7. Bad cop! No Donut!
8. You're not gonna check the trunk, are you?
9. Didn't I see you get your butt kicked on "Cops"?
10. Gee, Officer! That's terrific. The last officer only gave me a warning,
too.
11. I was trying to keep up with the other traffic. Yes, I know there is no
other car around, that's how far ahead of me they are.
12. What do you mean, "Have I been drinking?" You're the trained observer!
50 Fun Things to do at Wal-mart
1. Take shopping carts for the express purpose of filling them and
stranding them at strategic locations.
2. Ride those little electronic cars at the front of the store.
3. Set all the alarm clocks to go off at ten minute intervals throughout
the day.
4. Start playing Calvinball; see how many people you can get to join in.
5. Contaminate the entire auto department by sampling all the spray air
fresheners.
6. Challenge other customers to duels with tubes of gift wrap.
7. Leave cryptic messages on the typewriters.
8. Re-dress the mannequins as you see fit.
9. When there are people behind you, walk REALLY SLOW, especially in
thin, narrow aisles.
10. Walk up to an employee and tell him in an official tone, "I think
we've got a Code 3 in Housewares," and see what happens.
11. Tune all the radios to a polka station; then turn them all off and
turn the volumes to "10".
12. Play with the automatic doors.
13. Walk up to complete strangers and say, "Hi!
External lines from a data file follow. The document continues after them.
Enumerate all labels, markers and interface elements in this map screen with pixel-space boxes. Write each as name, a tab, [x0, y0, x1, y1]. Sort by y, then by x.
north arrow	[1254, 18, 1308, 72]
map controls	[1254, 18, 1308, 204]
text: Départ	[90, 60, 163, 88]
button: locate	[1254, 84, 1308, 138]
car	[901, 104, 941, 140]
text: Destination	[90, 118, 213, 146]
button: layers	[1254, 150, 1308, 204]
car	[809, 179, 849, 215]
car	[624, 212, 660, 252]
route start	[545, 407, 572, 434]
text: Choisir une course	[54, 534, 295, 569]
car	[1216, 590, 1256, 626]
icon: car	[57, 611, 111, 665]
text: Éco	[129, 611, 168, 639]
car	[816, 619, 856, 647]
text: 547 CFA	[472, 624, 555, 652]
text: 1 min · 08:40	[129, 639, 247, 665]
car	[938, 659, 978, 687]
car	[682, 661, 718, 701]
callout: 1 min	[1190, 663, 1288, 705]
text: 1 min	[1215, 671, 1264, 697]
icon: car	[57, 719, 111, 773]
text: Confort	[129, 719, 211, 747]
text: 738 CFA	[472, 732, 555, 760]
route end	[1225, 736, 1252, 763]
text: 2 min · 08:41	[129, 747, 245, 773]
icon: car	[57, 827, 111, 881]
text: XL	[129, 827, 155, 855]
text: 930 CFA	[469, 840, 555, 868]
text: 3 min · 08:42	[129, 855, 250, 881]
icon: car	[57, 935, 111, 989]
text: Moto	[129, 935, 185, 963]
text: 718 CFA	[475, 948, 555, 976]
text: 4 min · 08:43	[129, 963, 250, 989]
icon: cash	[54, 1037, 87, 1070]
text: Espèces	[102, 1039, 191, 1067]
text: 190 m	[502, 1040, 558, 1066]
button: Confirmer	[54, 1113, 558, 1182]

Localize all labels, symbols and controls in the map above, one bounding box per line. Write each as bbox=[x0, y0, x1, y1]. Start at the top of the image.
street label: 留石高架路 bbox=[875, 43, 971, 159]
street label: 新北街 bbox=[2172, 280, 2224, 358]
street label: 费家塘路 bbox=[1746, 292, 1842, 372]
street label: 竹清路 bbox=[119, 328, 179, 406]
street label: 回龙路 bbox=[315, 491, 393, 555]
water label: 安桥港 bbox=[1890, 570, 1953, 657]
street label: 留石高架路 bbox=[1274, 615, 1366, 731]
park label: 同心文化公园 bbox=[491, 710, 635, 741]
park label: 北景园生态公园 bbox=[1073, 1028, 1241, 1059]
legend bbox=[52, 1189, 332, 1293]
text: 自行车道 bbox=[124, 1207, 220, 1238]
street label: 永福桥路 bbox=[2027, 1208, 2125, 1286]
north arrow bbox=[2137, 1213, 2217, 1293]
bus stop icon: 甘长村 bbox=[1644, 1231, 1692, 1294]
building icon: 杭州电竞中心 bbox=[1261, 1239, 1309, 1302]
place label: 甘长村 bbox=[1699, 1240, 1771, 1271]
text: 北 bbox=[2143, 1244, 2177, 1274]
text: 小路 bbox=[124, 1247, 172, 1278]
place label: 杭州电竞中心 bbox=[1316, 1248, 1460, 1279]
I haven't seen you in so
long!..." etc. See if they play along to avoid embarrassment.
14. While walking through the clothing department, ask yourself loud
enough for all to hear, "Who BUYS this crap, anyway?"
15. Repeat Number 14 in the jewelry department.
16. Ride a display bicycle through the store; claim you're taking it for
a "test drive."
17. Follow people through the aisles, always staying about five feet
away. Continue to do this until they leave the department.
18. Play soccer with a group of friends, using the entire store as your
playing field.
19. As the cashier runs your purchases over the scanner, look mesmerized
and say, "Wow. Magic!"
20. Put M&M's on layaway.
21. Move "Caution: Wet Floor" signs to carpeted areas.
22. Set up a tent in the camping department; tell others you'll only
invite them in if they bring pillows from Bed and Bath.
23. Test the fishing rods and see what you can "catch" from the other
aisles.
24. Ask other customers if they have any Grey Poupon.
25. Drape a blanket around your shoulders and run around saying, "...I'm
Batman. Come, Robin--to the Batcave!"
26. TP as much of the store as possible.
27. Randomly throw things over into neighboring aisles.
28. Play with the calculators so that they all spell "hello" upside-down.
29. When someone asks if you need help, begin to cry and ask, "Why won't
you people just leave me alone?"
30. When two or three people are walking ahead of you, run between them,
yelling, "Red Rover!"
31. Make up nonsense products and ask newly hired employees if there are
any in stock, i.e., "Do you have any Shnerples here?"
32. Take up an entire aisle in Toys by setting up a full scale
battlefield with G.I. Joe's vs. the X-Men.
33. Take bets on the battle described above.
34. Nonchalantly "test" the brushes and combs in Cosmetics.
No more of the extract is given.